Мельник подсвечивает фонариком. Молодец, таскает фонарик с собой — похоже, будет хорошим матросом.
«Воскресенье пятого августа собирается весь первый выпуск тчк. Срочно сообщи возможность приезда тчк. Лида».
Какая еще Лида? Ага, телеграмма из Челябинска. Первый выпуск. Да, наш выпуск был первым. И как это я забыл, что в этом году исполнилось ровно пятнадцать лет с тех пор, как мы окончили школу? Потом я поступил в Высшее военно-морское училище и вот уже одиннадцать лет плаваю. Как быстро летит время!
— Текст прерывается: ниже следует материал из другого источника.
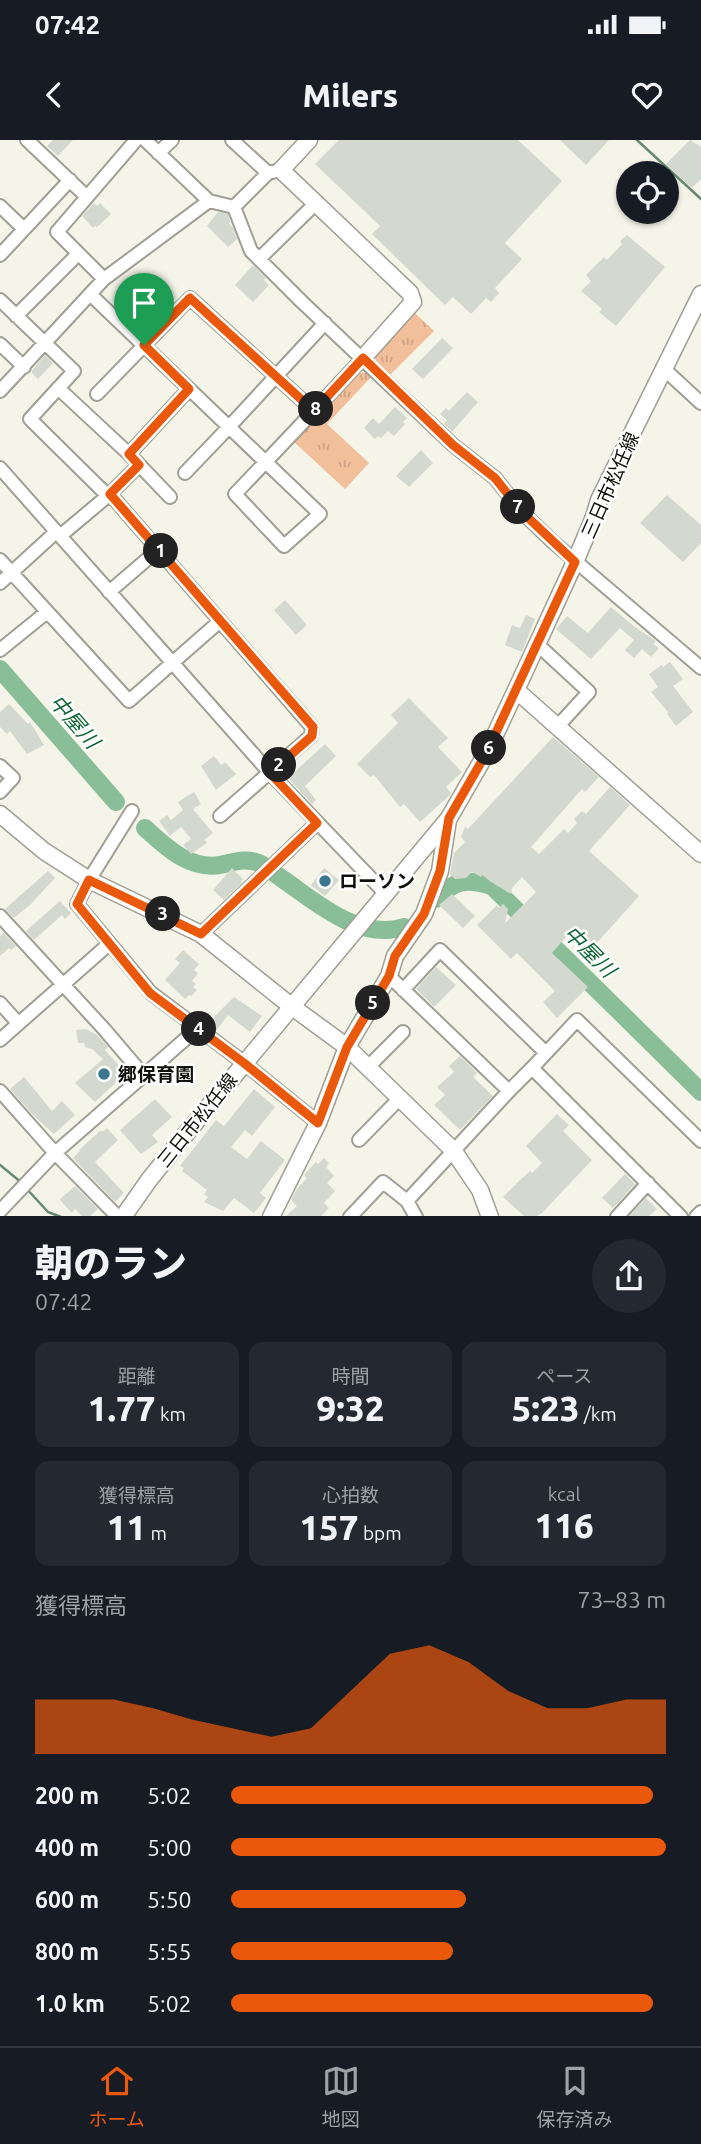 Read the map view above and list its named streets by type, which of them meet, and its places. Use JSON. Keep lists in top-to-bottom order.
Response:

Лида, Лида… У нас в классе их было две. Которая же? Наверное, Дедова, мы ее звали почему-то Семеновной, хотя она была ровесницей нам, кажется, даже моложе меня. Я от кого-то из наших слышал, что она окончила педагогический и работает в нашей же школе. Стало быть, она.
Телеграмма пришла в базу еще тридцать первого июля, мы были в море. Но почему мне не вручили ее сразу, как мы вернулись? Ну да, не служебная, значит, не срочная. А сегодня уже пятое августа, как раз сегодня все и собираются. Интересно бы посмотреть, какими они стали через пятнадцать лет.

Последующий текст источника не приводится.